Records for this task
- Opening Delimiter -

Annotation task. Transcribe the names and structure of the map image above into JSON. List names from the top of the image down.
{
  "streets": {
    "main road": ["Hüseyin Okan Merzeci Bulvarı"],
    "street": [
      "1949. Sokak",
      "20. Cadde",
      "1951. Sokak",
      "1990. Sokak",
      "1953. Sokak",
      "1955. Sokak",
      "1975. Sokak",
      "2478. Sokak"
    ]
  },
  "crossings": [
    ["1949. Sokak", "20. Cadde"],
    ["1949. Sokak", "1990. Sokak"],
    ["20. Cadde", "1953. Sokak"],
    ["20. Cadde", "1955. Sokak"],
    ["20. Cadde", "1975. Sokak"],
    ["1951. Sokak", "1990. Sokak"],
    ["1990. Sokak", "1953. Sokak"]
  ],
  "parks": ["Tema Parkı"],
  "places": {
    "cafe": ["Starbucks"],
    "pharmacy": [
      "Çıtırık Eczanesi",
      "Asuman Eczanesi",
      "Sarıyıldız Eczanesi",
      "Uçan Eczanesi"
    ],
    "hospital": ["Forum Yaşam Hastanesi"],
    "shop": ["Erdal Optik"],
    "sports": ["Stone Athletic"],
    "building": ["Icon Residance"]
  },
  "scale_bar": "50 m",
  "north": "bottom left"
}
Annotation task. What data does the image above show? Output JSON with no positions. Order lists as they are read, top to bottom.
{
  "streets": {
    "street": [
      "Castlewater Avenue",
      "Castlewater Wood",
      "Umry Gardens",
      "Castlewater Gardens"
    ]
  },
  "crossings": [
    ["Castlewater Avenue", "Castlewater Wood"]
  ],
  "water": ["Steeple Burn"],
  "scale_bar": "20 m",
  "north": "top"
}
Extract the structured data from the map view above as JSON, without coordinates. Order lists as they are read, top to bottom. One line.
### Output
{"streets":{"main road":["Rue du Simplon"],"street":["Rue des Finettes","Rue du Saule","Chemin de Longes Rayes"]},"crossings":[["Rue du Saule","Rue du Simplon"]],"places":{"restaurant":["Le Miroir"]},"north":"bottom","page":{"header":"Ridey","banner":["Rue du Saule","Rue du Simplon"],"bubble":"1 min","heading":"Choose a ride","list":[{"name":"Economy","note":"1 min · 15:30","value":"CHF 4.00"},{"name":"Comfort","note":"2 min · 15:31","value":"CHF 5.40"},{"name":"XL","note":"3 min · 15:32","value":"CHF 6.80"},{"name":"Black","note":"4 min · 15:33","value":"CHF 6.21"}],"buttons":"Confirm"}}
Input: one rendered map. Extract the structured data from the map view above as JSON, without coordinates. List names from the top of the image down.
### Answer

- Closing Delimiter -

Task objective
Would you output every entry exactly as it was written?

Task output
Annotation task. Transcribe the names and structure of the map image above into JSON. List names from the top of the image down.
{
  "streets": {
    "main road": ["Hüseyin Okan Merzeci Bulvarı"],
    "street": [
      "1949. Sokak",
      "20. Cadde",
      "1951. Sokak",
      "1990. Sokak",
      "1953. Sokak",
      "1955. Sokak",
      "1975. Sokak",
      "2478. Sokak"
    ]
  },
  "crossings": [
    ["1949. Sokak", "20. Cadde"],
    ["1949. Sokak", "1990. Sokak"],
    ["20. Cadde", "1953. Sokak"],
    ["20. Cadde", "1955. Sokak"],
    ["20. Cadde", "1975. Sokak"],
    ["1951. Sokak", "1990. Sokak"],
    ["1990. Sokak", "1953. Sokak"]
  ],
  "parks": ["Tema Parkı"],
  "places": {
    "cafe": ["Starbucks"],
    "pharmacy": [
      "Çıtırık Eczanesi",
      "Asuman Eczanesi",
      "Sarıyıldız Eczanesi",
      "Uçan Eczanesi"
    ],
    "hospital": ["Forum Yaşam Hastanesi"],
    "shop": ["Erdal Optik"],
    "sports": ["Stone Athletic"],
    "building": ["Icon Residance"]
  },
  "scale_bar": "50 m",
  "north": "bottom left"
}
Annotation task. What data does the image above show? Output JSON with no positions. Order lists as they are read, top to bottom.
{
  "streets": {
    "street": [
      "Castlewater Avenue",
      "Castlewater Wood",
      "Umry Gardens",
      "Castlewater Gardens"
    ]
  },
  "crossings": [
    ["Castlewater Avenue", "Castlewater Wood"]
  ],
  "water": ["Steeple Burn"],
  "scale_bar": "20 m",
  "north": "top"
}
Extract the structured data from the map view above as JSON, without coordinates. Order lists as they are read, top to bottom. One line.
### Output
{"streets":{"main road":["Rue du Simplon"],"street":["Rue des Finettes","Rue du Saule","Chemin de Longes Rayes"]},"crossings":[["Rue du Saule","Rue du Simplon"]],"places":{"restaurant":["Le Miroir"]},"north":"bottom","page":{"header":"Ridey","banner":["Rue du Saule","Rue du Simplon"],"bubble":"1 min","heading":"Choose a ride","list":[{"name":"Economy","note":"1 min · 15:30","value":"CHF 4.00"},{"name":"Comfort","note":"2 min · 15:31","value":"CHF 5.40"},{"name":"XL","note":"3 min · 15:32","value":"CHF 6.80"},{"name":"Black","note":"4 min · 15:33","value":"CHF 6.21"}],"buttons":"Confirm"}}
Input: one rendered map. Extract the structured data from the map view above as JSON, without coordinates. List names from the top of the image down.
### Answer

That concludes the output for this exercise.